Bu konuda bilinmesi lazım olan hususlardan bazıları şunlardır:
       Kadının kocası veya mahremi olmayan başka bir erkeğin bedeninin herhangi bir yerine örtü olmaksızın dokunması ile abdesti bozulur. (Mahremden maksat, oğul, baba, dede, erkek kardeş, amca, dayı, Kalabalıkta elinin değdiği kimsenin kadın veya erkek olduğunu kesinlikle ayırt edemezse, yine abdesti bozulmaz. 

        1. Cünüplük
          Cima yapmak, meni gelmese bile yıkanmayı gerektirir. 
      “Erkeğin sünnet yeri, kadının sünnet yerine dokunursa hem erkeğe, hem de kadına gusül vacip olur.” (Müslim/349, (Hz. Aişe'den)
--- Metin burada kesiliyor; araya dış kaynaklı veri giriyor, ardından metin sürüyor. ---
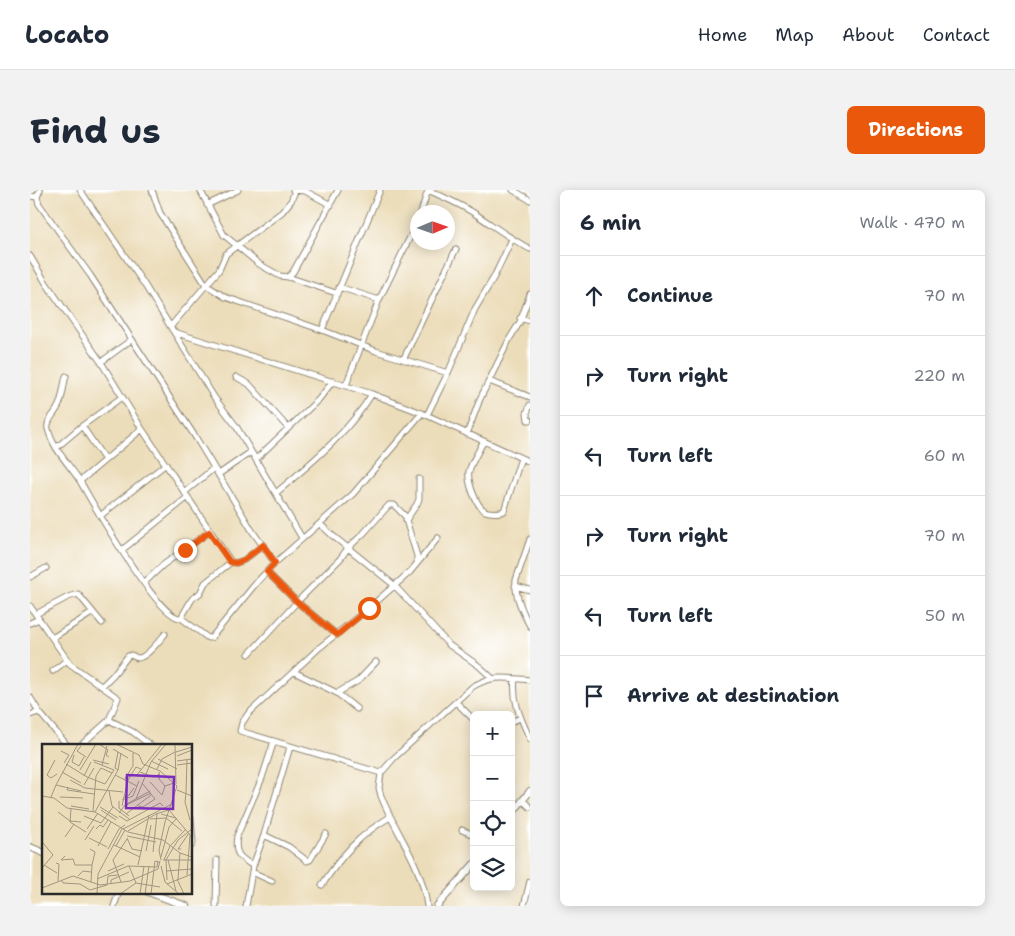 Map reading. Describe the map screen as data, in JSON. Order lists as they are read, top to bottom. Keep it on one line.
{"north":"right","page":{"header":"Locato","nav":["Home","Map","About","Contact"],"buttons":"Directions","title":"Find us","heading":["6 min","Walk · 470 m"],"list":[["Continue","70 m"],["Turn right","220 m"],["Turn left","60 m"],["Turn right","70 m"],["Turn left","50 m"],"Arrive at destination"],"map_buttons":["+","−"]}} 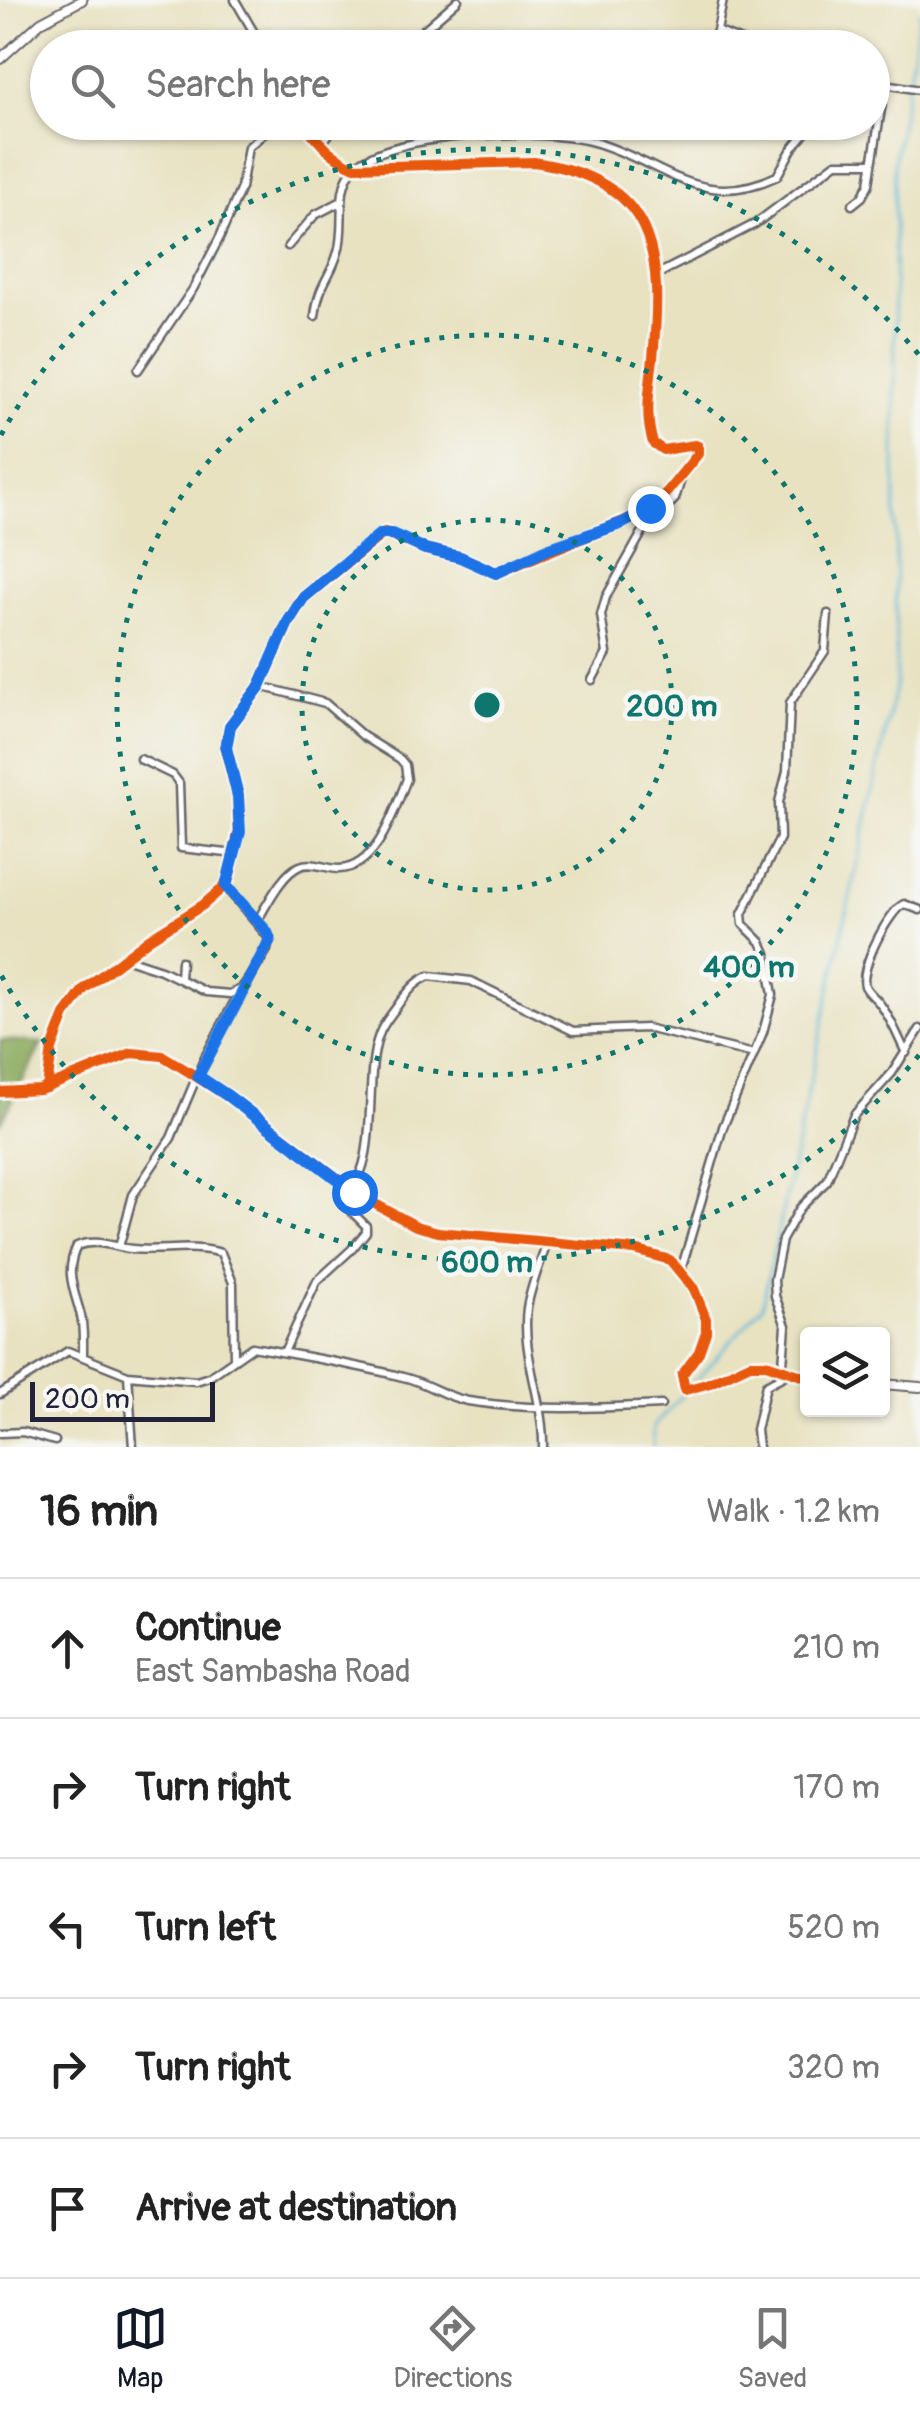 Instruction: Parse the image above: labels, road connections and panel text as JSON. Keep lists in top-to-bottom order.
{
  "scale_bar": "200 m",
  "page": {
    "search": "Search here",
    "scale": "200 m",
    "heading": ["16 min", "Walk · 1.2 km"],
    "list": [
      ["Continue", "East Sambasha Road", "210 m"],
      ["Turn right", "170 m"],
      ["Turn left", "520 m"],
      ["Turn right", "320 m"],
      "Arrive at destination"
    ],
    "nav": ["Map", "Directions", "Saved"]
  },
  "rings": ["200 m", "400 m", "600 m"]
}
          2. Hayz (adet görme, regl)
          Hayz, lugatta akmak mânâsına gelir. Şer'î mânâsı ise, hilkat ve tabiatından ötürü kadından kan gelmesi demektir. Bu kan, kadının rahminin en üst kısmından gelir. Sağlıklı olan ve buluğ çağına giren her kadından belli zamanlarda akar.
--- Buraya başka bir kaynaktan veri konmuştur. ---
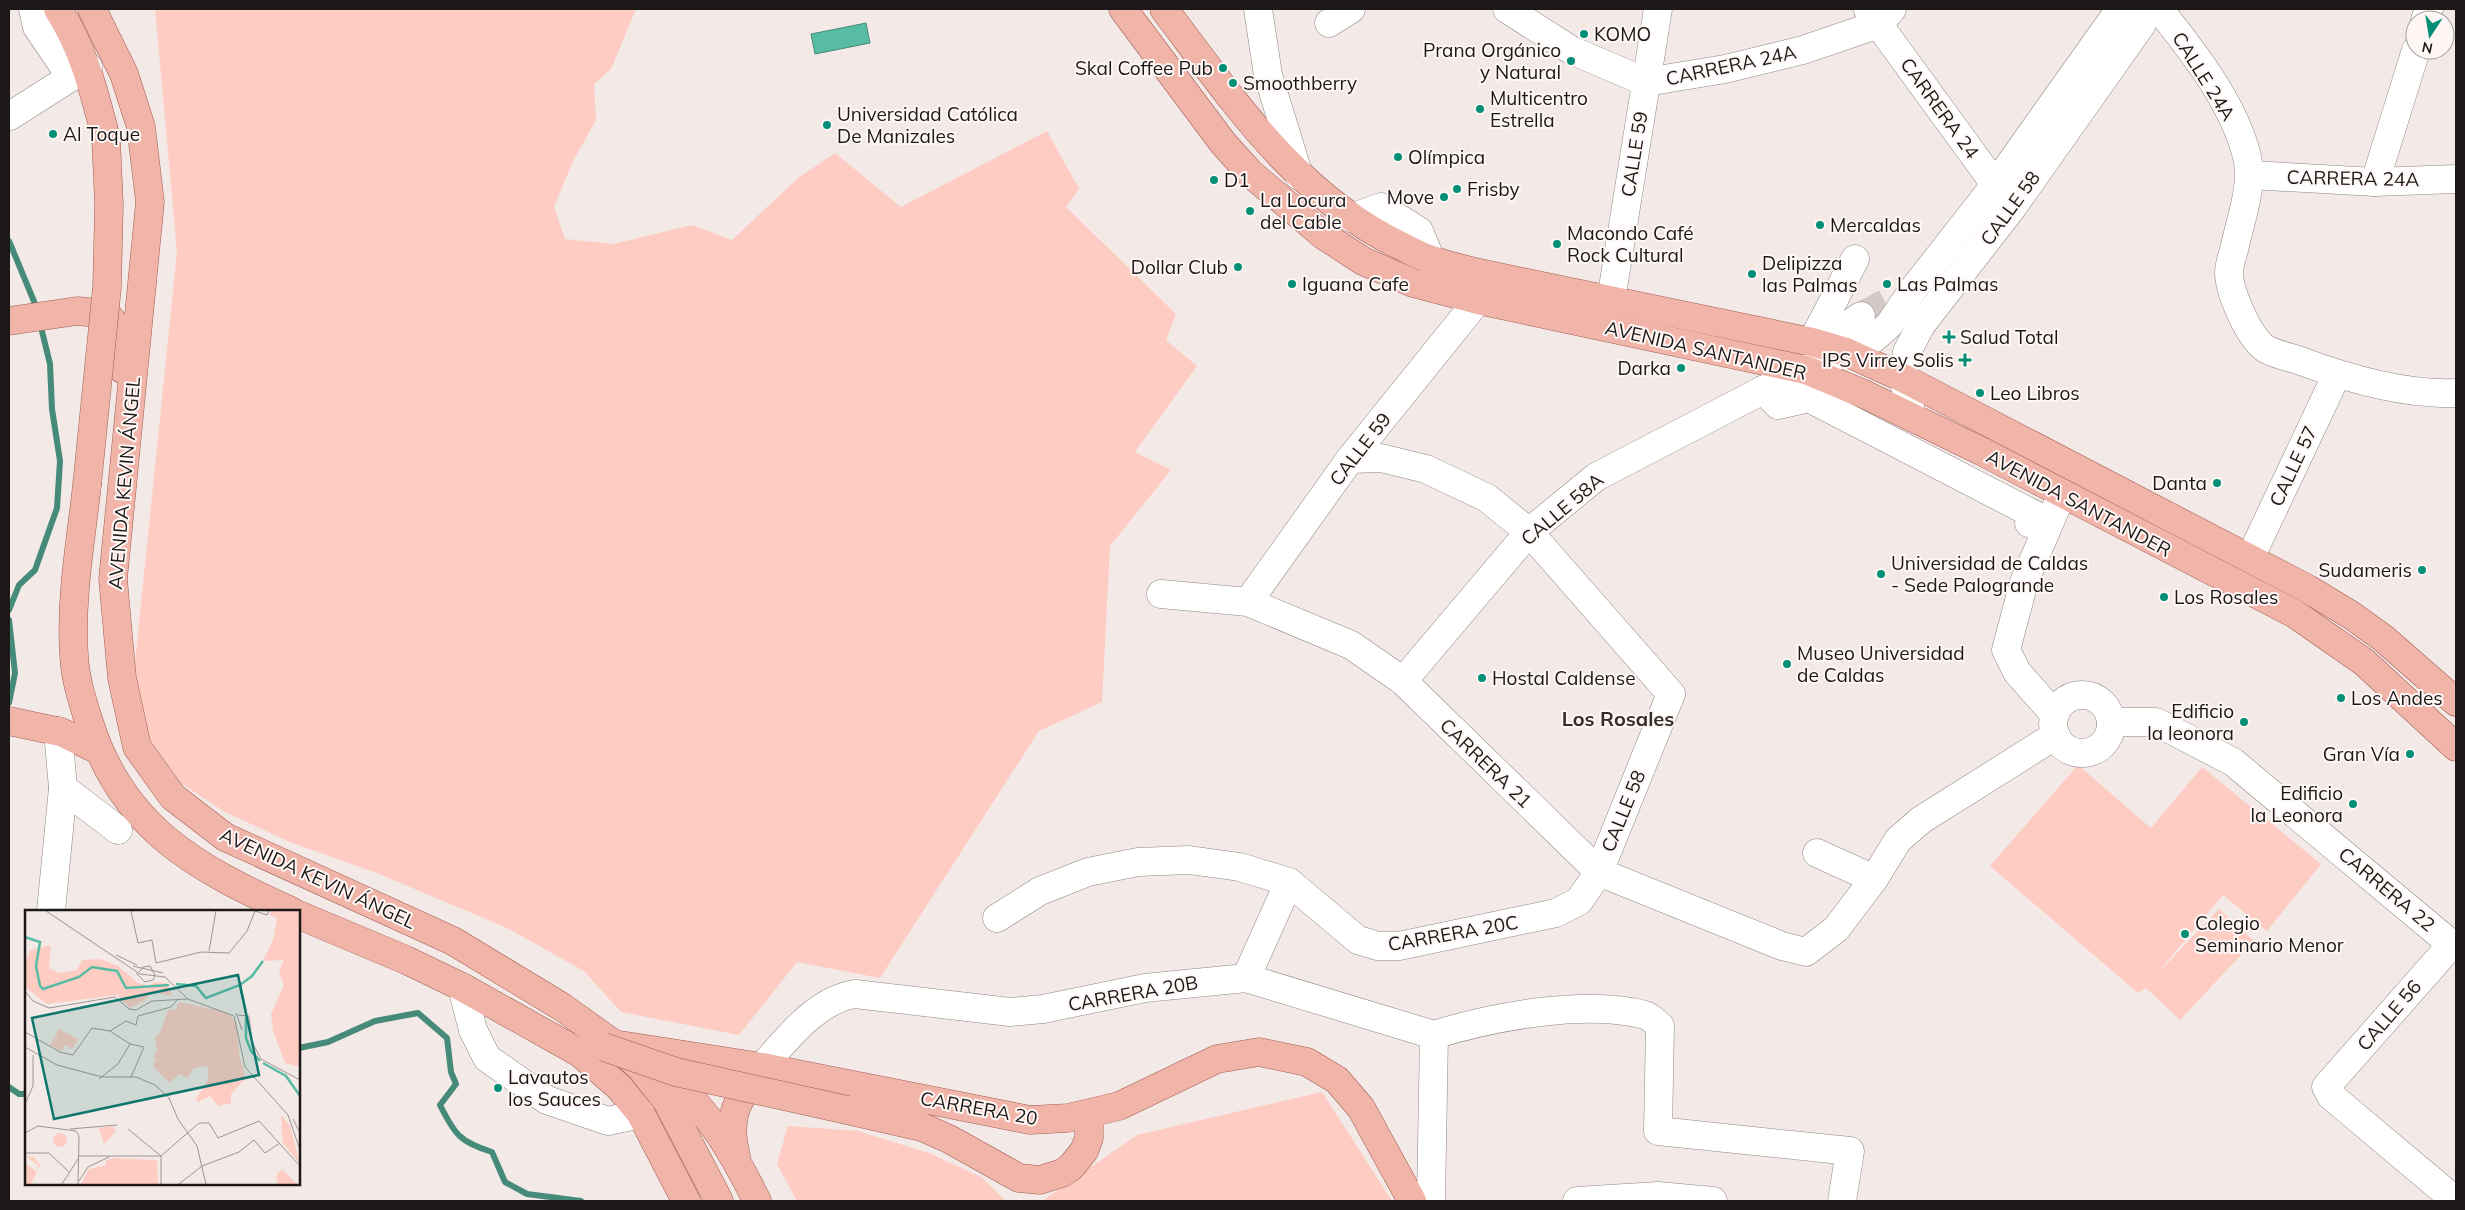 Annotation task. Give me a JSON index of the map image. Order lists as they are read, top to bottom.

*    Âdet görme, yani hayız, kadının özelliklerinden ve onu erkekten ayıran yönlerinden biridir. Âdet, anormal ve çirkin bir olay değil, normal ve kadının fıtratının, yani yaratılışının gereği olan doğal bir olaydır. Âdet görme, kadının sıhhatli ve normal olduğunu gösterir.
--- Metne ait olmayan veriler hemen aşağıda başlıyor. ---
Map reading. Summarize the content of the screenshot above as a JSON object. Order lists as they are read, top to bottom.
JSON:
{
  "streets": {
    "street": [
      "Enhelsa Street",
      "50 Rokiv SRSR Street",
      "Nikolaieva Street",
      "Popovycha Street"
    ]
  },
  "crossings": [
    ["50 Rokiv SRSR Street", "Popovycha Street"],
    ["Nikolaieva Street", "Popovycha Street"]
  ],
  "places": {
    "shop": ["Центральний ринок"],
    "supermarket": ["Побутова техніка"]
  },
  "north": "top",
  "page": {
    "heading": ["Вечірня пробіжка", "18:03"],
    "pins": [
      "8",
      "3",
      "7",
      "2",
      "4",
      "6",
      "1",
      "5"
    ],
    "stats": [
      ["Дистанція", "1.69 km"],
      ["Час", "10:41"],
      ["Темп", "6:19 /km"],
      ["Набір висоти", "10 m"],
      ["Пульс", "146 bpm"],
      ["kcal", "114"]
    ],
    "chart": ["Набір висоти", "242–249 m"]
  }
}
         İslâm bu konuda da aşırılıklardan uzak bir orta yolu öğretir: Cahiliyyet dönemindeki Araplar adetli kadınlara arkadan cima ederlerdi. Hristiyanlar adetli kadınlara, bu hallerinde iken önden cima ederlerdi. Yahudilerle Mecusîler ise, tam tersine, adetli kadından son derece uzak kalır, hatta âdetleri bittikten sonra bir hafta daha onlarla bir arada bulunmazlar, onlarla beraber yemezler, içmezler ve oturmazlardı ve kitaplarındaki emrin bu olduğunu söylerlerdi. (Müslim, hayz 16; Ebû Dâvûd, tahâret 103.) İlk ikisi temizliğe dikkat etmeme ve sıhhat bozucu bir davranış, diğeri de kadınları küçük düşürücü ve dışlayıcı bir uygulama idi.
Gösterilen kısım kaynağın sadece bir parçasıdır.